BATAM - Pemerintah Kota Batam menetapkan peningkatan alokasi anggaran sektor infrastruktur sebagai prioritas utama dalam Perubahan Anggaran Pendapatan dan Belanja Daerah (APBD) 2026. Alokasi belanja modal untuk sektor jalan, jaringan utilitas, serta irigasi dilaporkan mengalami kenaikan sebesar 20,98 persen.
Wali Kota Batam Amsakar Achmad memaparkan penyesuaian tersebut saat menghadiri rapat paripurna di DPRD Kota Batam pada Rabu (2/9). Agenda rapat tersebut berfokus pada tanggapan serta jawaban pihak eksekutif atas pandangan umum fraksi-fraksi DPRD mengenai Rancangan Peraturan Daerah terkait Perubahan APBD 2026.
Penambahan anggaran difokuskan untuk memenuhi berbagai kebutuhan prioritas wilayah perkotaan. Bidang sasaran tersebut meliputi perbaikan kualitas jalan raya, mitigasi banjir, pengelolaan sampah, peningkatkan keselamatan berlalu lintas, hingga penyediaan fasilitas transportasi umum.
"Setiap tambahan anggaran harus memberikan kontribusi terhadap peningkatan kinerja dan manfaat bagi masyarakat," kata Amsakar.
Tingkat keberhasilan dalam pelaksanaan APBD tidak hanya dinilai dari tingginya angka penyerapan dana semata. Pemerintah kota berkomitmen untuk memastikan setiap alokasi belanja memberikan dampak positif langsung yang dapat dirasakan oleh seluruh warga.
Penanganan persoalan banjir dan pengelolaan sampah di Kota Batam akan dijalankan secara terintegrasi. Metode penanganan mencakup perbaikan dan perawatan saluran air drainase, penataan tata ruang kawasan, hingga pembenahan sistem sampah dari hulu sampai hilir.
Layanan publik dasar seperti sektor pendidikan dan kesehatan juga terus dipertahankan sebagai program utama. Pembangunan di bidang pendidikan diarahkan pada peningkatan mutu pembelajaran, pemerataan akses sekolah, pemenuhan sarana belajar, serta peningkatan kualitas para pengajar.

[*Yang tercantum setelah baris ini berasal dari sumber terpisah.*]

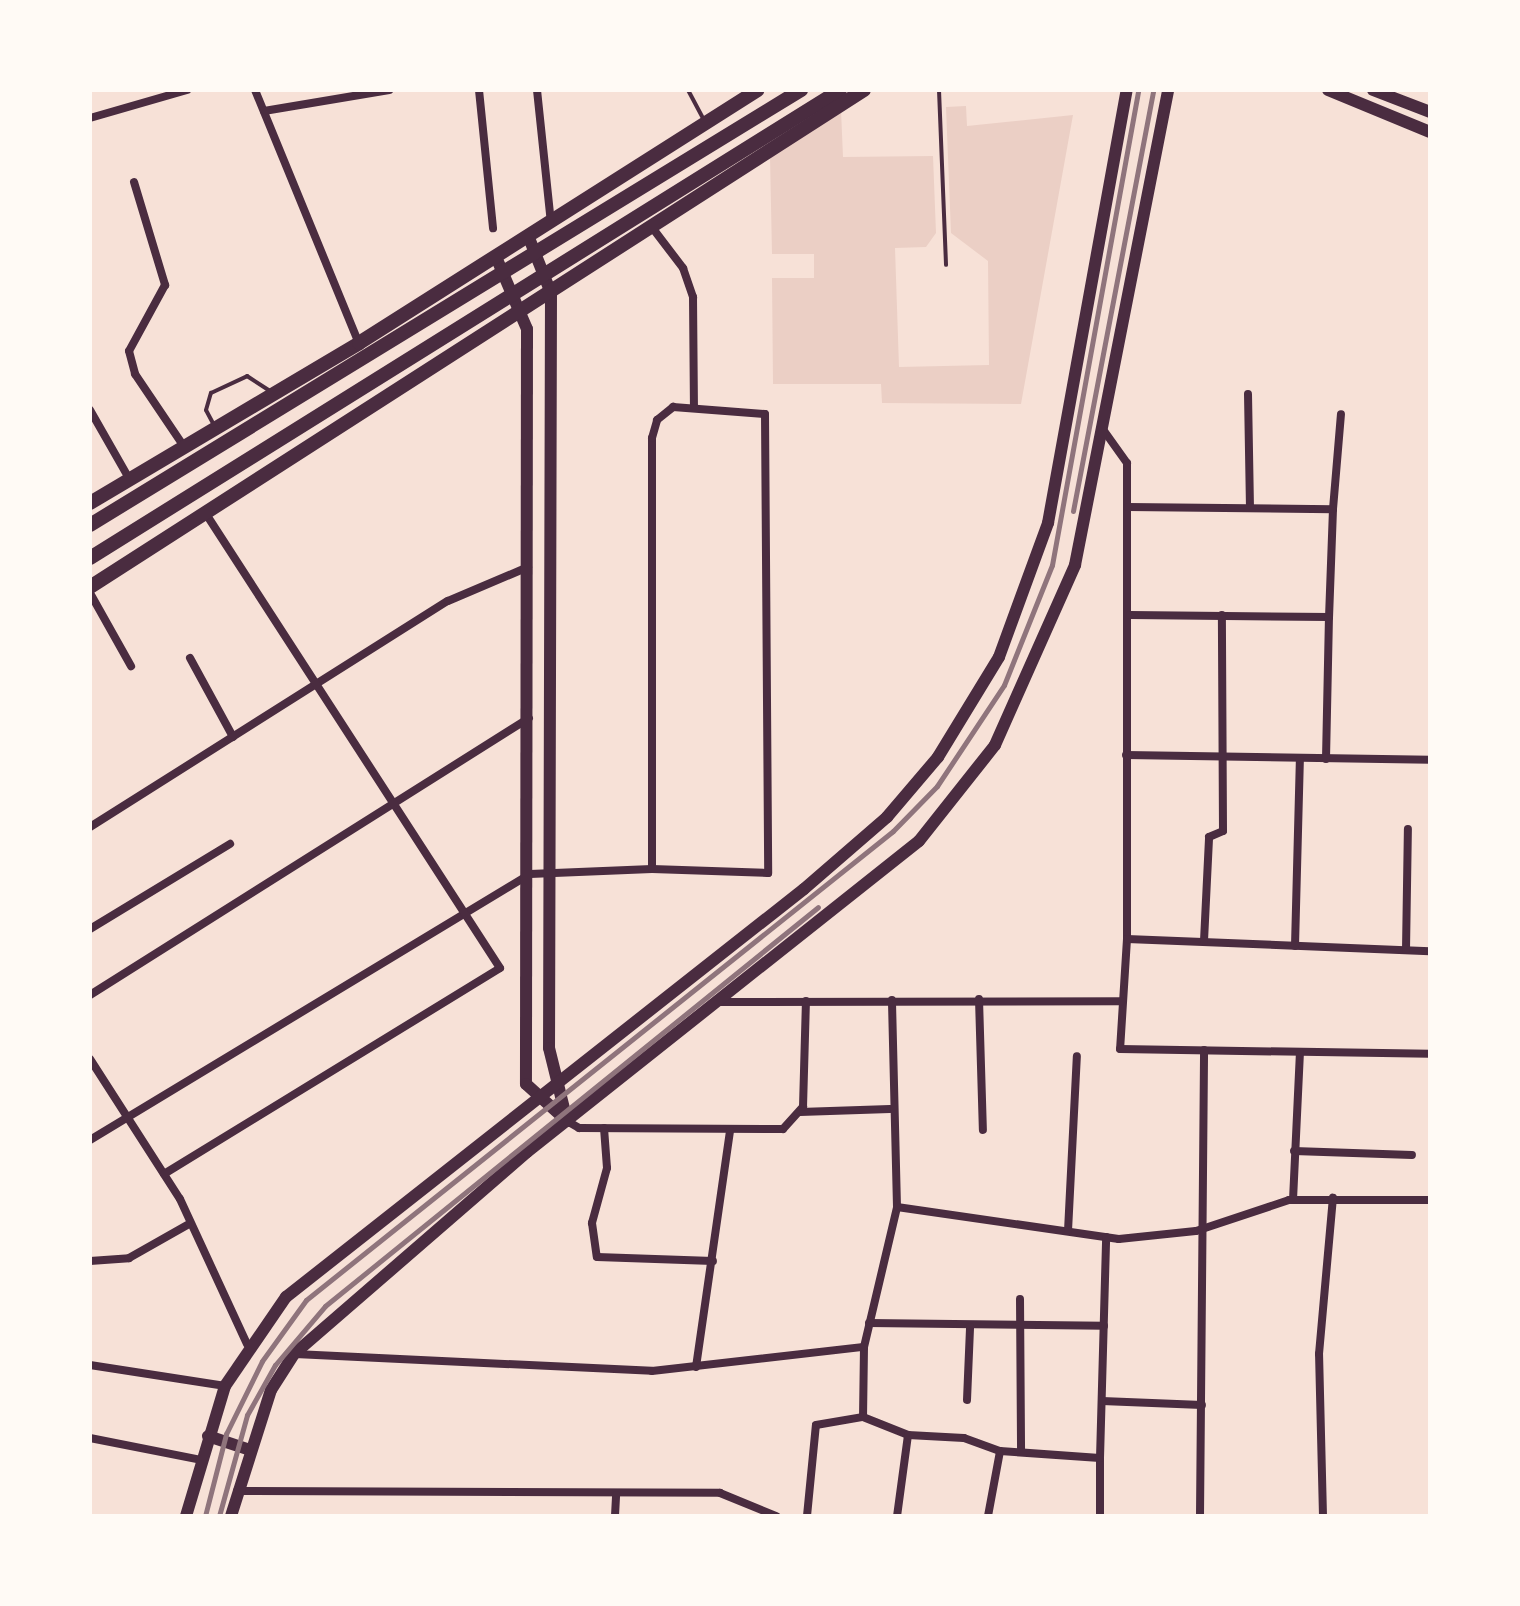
<!DOCTYPE html>
<style>
body{margin:0}
#map{position:relative;width:1520px;height:1606px;overflow:hidden;background:#f7e1d7;font-family:Merriweather,serif}
div>[style]{position:absolute}
[style*='--x']{left:calc(var(--x)*1px);top:calc(var(--y)*1px);width:calc(var(--w)*1px);rotate:calc(var(--a)*1deg)}
.green>*{inset:0;background:#ebcfc5}
.service>*{height:4px;margin:-2px;padding:0 2px;transform-origin:2px;border-radius:2px;background:#4a2c40}
.minor>*{height:8px;margin:-4px;padding:0 4px;transform-origin:4px;border-radius:4px;background:#4a2c40}
.secondary>*{height:12px;margin:-6px;padding:0 6px;transform-origin:6px;border-radius:6px;background:#4a2c40}
.trunk>*{height:14px;margin:-7px;padding:0 7px;transform-origin:7px;border-radius:7px;background:#4a2c40}
.rail>*{height:5px;margin:-2.5px;padding:0 2.5px;transform-origin:2.5px;border-radius:2.5px;background:#8f747c}
span{translate:-50% -50%;white-space:nowrap;text-align:center;line-height:1.15;-webkit-text-stroke:8px #fffaf5;paint-order:stroke}
.frame{position:absolute;inset:0;border:92px solid #fffaf5;pointer-events:none}
</style>
<div id="map">
<div class="green">
<i style="clip-path:polygon(966px 106px,967px 126px,1073px 115px,1021px 404px,882px 403px,881px 384px,773px 384px,772px 278px,814px 278px,814px 254px,772px 254px,770px 156px,841px 110px,843px 157px,933px 156px,936px 233px,926px 247px,895px 248px,899px 367px,989px 365px,988px 261px,951px 233px,946px 107px)"></i>
</div>
<div class="service">
<i style="--x:688;--y:90;--w:32;--a:62"></i>
<i style="--x:939;--y:90;--w:175;--a:87.7"></i>
<i style="--x:215;--y:427;--w:19;--a:-118"></i>
<i style="--x:206;--y:410;--w:18;--a:-74"></i>
<i style="--x:211;--y:393;--w:40;--a:-25"></i>
<i style="--x:247;--y:376;--w:27;--a:33"></i>
</div>
<div class="minor">
<i style="--x:255;--y:90;--w:274;--a:67.7"></i>
<i style="--x:479;--y:90;--w:139;--a:84.2"></i>
<i style="--x:537;--y:90;--w:134;--a:84"></i>
<i style="--x:264;--y:111;--w:127;--a:-9.5"></i>
<i style="--x:90;--y:118;--w:101;--a:-16.1"></i>
<i style="--x:134;--y:182;--w:108;--a:73.2"></i>
<i style="--x:165;--y:285;--w:75;--a:118.6"></i>
<i style="--x:129;--y:351;--w:24;--a:75"></i>
<i style="--x:135;--y:374;--w:89;--a:56"></i>
<i style="--x:651;--y:226;--w:53;--a:52.7"></i>
<i style="--x:683;--y:268;--w:31;--a:71"></i>
<i style="--x:693;--y:297;--w:110;--a:89.5"></i>
<i style="--x:1248;--y:394;--w:111;--a:89"></i>
<i style="--x:90;--y:410;--w:81;--a:60.3"></i>
<i style="--x:1102;--y:428;--w:43;--a:54.5"></i>
<i style="--x:1127;--y:463;--w:476;--a:90"></i>
<i style="--x:1127;--y:939;--w:110;--a:93.6"></i>
<i style="--x:1120;--y:1049;--w:310;--a:0.9"></i>
<i style="--x:1128;--y:507;--w:205;--a:0.6"></i>
<i style="--x:1333;--y:509;--w:108;--a:92.1"></i>
<i style="--x:1329;--y:617;--w:199;--a:-179.4"></i>
<i style="--x:1333;--y:509;--w:95;--a:-85.2"></i>
<i style="--x:90;--y:593;--w:84;--a:60.7"></i>
<i style="--x:190;--y:658;--w:90;--a:61.4"></i>
<i style="--x:1126;--y:755;--w:304;--a:0.9"></i>
<i style="--x:1326;--y:759;--w:142;--a:-88.8"></i>
<i style="--x:90;--y:827;--w:423;--a:-32.3"></i>
<i style="--x:448;--y:601;--w:87;--a:-23"></i>
<i style="--x:90;--y:929;--w:164;--a:-31.3"></i>
<i style="--x:1127;--y:939;--w:303;--a:2.3"></i>
<i style="--x:1204;--y:941;--w:104;--a:-87.2"></i>
<i style="--x:1209;--y:837;--w:15;--a:-23"></i>
<i style="--x:1223;--y:831;--w:216;--a:-90.3"></i>
<i style="--x:1295;--y:946;--w:187;--a:-88.5"></i>
<i style="--x:1406;--y:950;--w:121;--a:-89.1"></i>
<i style="--x:90;--y:995;--w:519;--a:-32.25"></i>
<i style="--x:979;--y:999;--w:131;--a:88.3"></i>
<i style="--x:720;--y:1002;--w:401;--a:-0.1"></i>
<i style="--x:90;--y:1059;--w:166;--a:57.3"></i>
<i style="--x:180;--y:1199;--w:160;--a:65.2"></i>
<i style="--x:800;--y:1112;--w:90;--a:-1.9"></i>
<i style="--x:567;--y:1121;--w:14;--a:30"></i>
<i style="--x:579;--y:1128;--w:204;--a:0.3"></i>
<i style="--x:783;--y:1129;--w:30;--a:-48"></i>
<i style="--x:803;--y:1107;--w:106;--a:-88.4"></i>
<i style="--x:604;--y:1128;--w:40;--a:85.7"></i>
<i style="--x:607;--y:1168;--w:57;--a:105.3"></i>
<i style="--x:592;--y:1223;--w:34;--a:82"></i>
<i style="--x:597;--y:1257;--w:116;--a:2"></i>
<i style="--x:90;--y:1140;--w:514;--a:-31.15"></i>
<i style="--x:530;--y:874;--w:122;--a:-2.3"></i>
<i style="--x:652;--y:869;--w:431;--a:-90"></i>
<i style="--x:652;--y:438;--w:19;--a:-74"></i>
<i style="--x:657;--y:420;--w:21;--a:-39"></i>
<i style="--x:673;--y:407;--w:92;--a:4.4"></i>
<i style="--x:765;--y:414;--w:459;--a:89.6"></i>
<i style="--x:768;--y:873;--w:116;--a:-178"></i>
<i style="--x:1294;--y:1151;--w:118;--a:1.9"></i>
<i style="--x:164;--y:1174;--w:394;--a:-31.5"></i>
<i style="--x:500;--y:968;--w:537;--a:-122.92"></i>
<i style="--x:1293;--y:1200;--w:148;--a:-87.3"></i>
<i style="--x:897;--y:1207;--w:224;--a:8.2"></i>
<i style="--x:1119;--y:1239;--w:77;--a:-5.9"></i>
<i style="--x:1196;--y:1231;--w:98;--a:-18.4"></i>
<i style="--x:1289;--y:1200;--w:141;--a:0"></i>
<i style="--x:1068;--y:1231;--w:175;--a:-87.1"></i>
<i style="--x:90;--y:1261;--w:39;--a:-4"></i>
<i style="--x:129;--y:1258;--w:67;--a:-29.6"></i>
<i style="--x:1020;--y:1299;--w:153;--a:89.6"></i>
<i style="--x:869;--y:1323;--w:235;--a:0.7"></i>
<i style="--x:864;--y:1347;--w:70;--a:90.8"></i>
<i style="--x:863;--y:1417;--w:48;--a:21.8"></i>
<i style="--x:908;--y:1435;--w:82;--a:97.7"></i>
<i style="--x:295;--y:1354;--w:357;--a:2.7"></i>
<i style="--x:652;--y:1371;--w:213;--a:-6.5"></i>
<i style="--x:864;--y:1347;--w:144;--a:-76.7"></i>
<i style="--x:897;--y:1207;--w:207;--a:-91.4"></i>
<i style="--x:90;--y:1365;--w:137;--a:8.8"></i>
<i style="--x:696;--y:1367;--w:239;--a:-81.8"></i>
<i style="--x:967;--y:1400;--w:73;--a:-87.6"></i>
<i style="--x:1102;--y:1401;--w:100;--a:2.3"></i>
<i style="--x:908;--y:1435;--w:56;--a:3.1"></i>
<i style="--x:964;--y:1438;--w:38;--a:20"></i>
<i style="--x:90;--y:1438;--w:113;--a:11.2"></i>
<i style="--x:1100;--y:1458;--w:58;--a:90"></i>
<i style="--x:237;--y:1491;--w:483;--a:0.2"></i>
<i style="--x:720;--y:1493;--w:61;--a:22.3"></i>
<i style="--x:615;--y:1516;--w:21;--a:-87"></i>
<i style="--x:807;--y:1516;--w:91;--a:-84.4"></i>
<i style="--x:816;--y:1425;--w:48;--a:-9.7"></i>
<i style="--x:988;--y:1516;--w:66;--a:-79.5"></i>
<i style="--x:1000;--y:1451;--w:100;--a:4"></i>
<i style="--x:1100;--y:1458;--w:221;--a:-88.4"></i>
<i style="--x:1200;--y:1516;--w:466;--a:-89.5"></i>
<i style="--x:1323;--y:1516;--w:162;--a:-91.4"></i>
<i style="--x:1319;--y:1354;--w:157;--a:-84.9"></i>
</div>
<div class="secondary">
<i style="--x:1328;--y:90;--w:110;--a:22.4"></i>
<i style="--x:1373;--y:90;--w:61;--a:21.1"></i>
<i style="--x:529;--y:238;--w:59;--a:68.2"></i>
<i style="--x:551;--y:293;--w:755;--a:90.15"></i>
<i style="--x:549;--y:1048;--w:75;--a:76.1"></i>
<i style="--x:496;--y:257;--w:78;--a:66.7"></i>
<i style="--x:527;--y:329;--w:755;--a:90.08"></i>
<i style="--x:526;--y:1084;--w:55;--a:42.1"></i>
<i style="--x:208;--y:1436;--w:44;--a:18.4"></i>
<i style="--x:186;--y:1516;--w:136;--a:-73.3"></i>
<i style="--x:225;--y:1386;--w:108;--a:-55.6"></i>
<i style="--x:286;--y:1297;--w:659;--a:-38.23"></i>
<i style="--x:804;--y:889;--w:110;--a:-40.9"></i>
<i style="--x:887;--y:817;--w:79;--a:-49.6"></i>
<i style="--x:938;--y:757;--w:117;--a:-58.6"></i>
<i style="--x:999;--y:657;--w:143;--a:-69.9"></i>
<i style="--x:1048;--y:523;--w:440;--a:-79.7"></i>
<i style="--x:231;--y:1516;--w:132;--a:-72.4"></i>
<i style="--x:271;--y:1390;--w:43;--a:-57.4"></i>
<i style="--x:294;--y:1354;--w:308;--a:-40.9"></i>
<i style="--x:527;--y:1152;--w:500;--a:-38.43"></i>
<i style="--x:919;--y:841;--w:122;--a:-51.6"></i>
<i style="--x:995;--y:745;--w:197;--a:-66"></i>
<i style="--x:1075;--y:565;--w:484;--a:-78.9"></i>
</div>
<div class="trunk">
<i style="--x:90;--y:503;--w:313;--a:-30.7"></i>
<i style="--x:359;--y:343;--w:472;--a:-32.4"></i>
<i style="--x:90;--y:525;--w:834;--a:-31.46"></i>
<i style="--x:90;--y:558;--w:884;--a:-31.96"></i>
<i style="--x:90;--y:587;--w:920;--a:-32.71"></i>
</div>
<div class="rail">
<i style="--x:1073;--y:511;--w:429;--a:-79.2"></i>
<i style="--x:205;--y:1516;--w:85;--a:-75.6"></i>
<i style="--x:226;--y:1434;--w:81;--a:-63.7"></i>
<i style="--x:262;--y:1361;--w:75;--a:-54.2"></i>
<i style="--x:306;--y:1300;--w:751;--a:-38.62"></i>
<i style="--x:893;--y:831;--w:63;--a:-45.6"></i>
<i style="--x:937;--y:786;--w:121;--a:-56.4"></i>
<i style="--x:1004;--y:685;--w:129;--a:-68.2"></i>
<i style="--x:1052;--y:565;--w:483;--a:-79.7"></i>
<i style="--x:219;--y:1516;--w:105;--a:-74.5"></i>
<i style="--x:247;--y:1415;--w:57;--a:-60.8"></i>
<i style="--x:275;--y:1365;--w:77;--a:-49.7"></i>
<i style="--x:325;--y:1306;--w:634;--a:-38.98"></i>
</div>
<div class="frame"></div>
</div>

Sektor pelayanan kesehatan tidak hanya berfokus pada perluasan jaminan kesehatan masyarakat. Pemerintah daerah juga menargetkan kemudahan akses berobat, kepastian ketersediaan tenaga medis, ketersediaan obat dan alat kesehatan, serta peningkatkan kualitas layanan.
Di sisi lain, Perubahan APBD 2026 menyoroti penyesuaian pada beberapa pos belanja daerah. Pos belanja pegawai mencatatkan penurunan sebesar 1,46 persen, sedangkan pos belanja barang dan jasa mengalami kenaikan 14,86 persen.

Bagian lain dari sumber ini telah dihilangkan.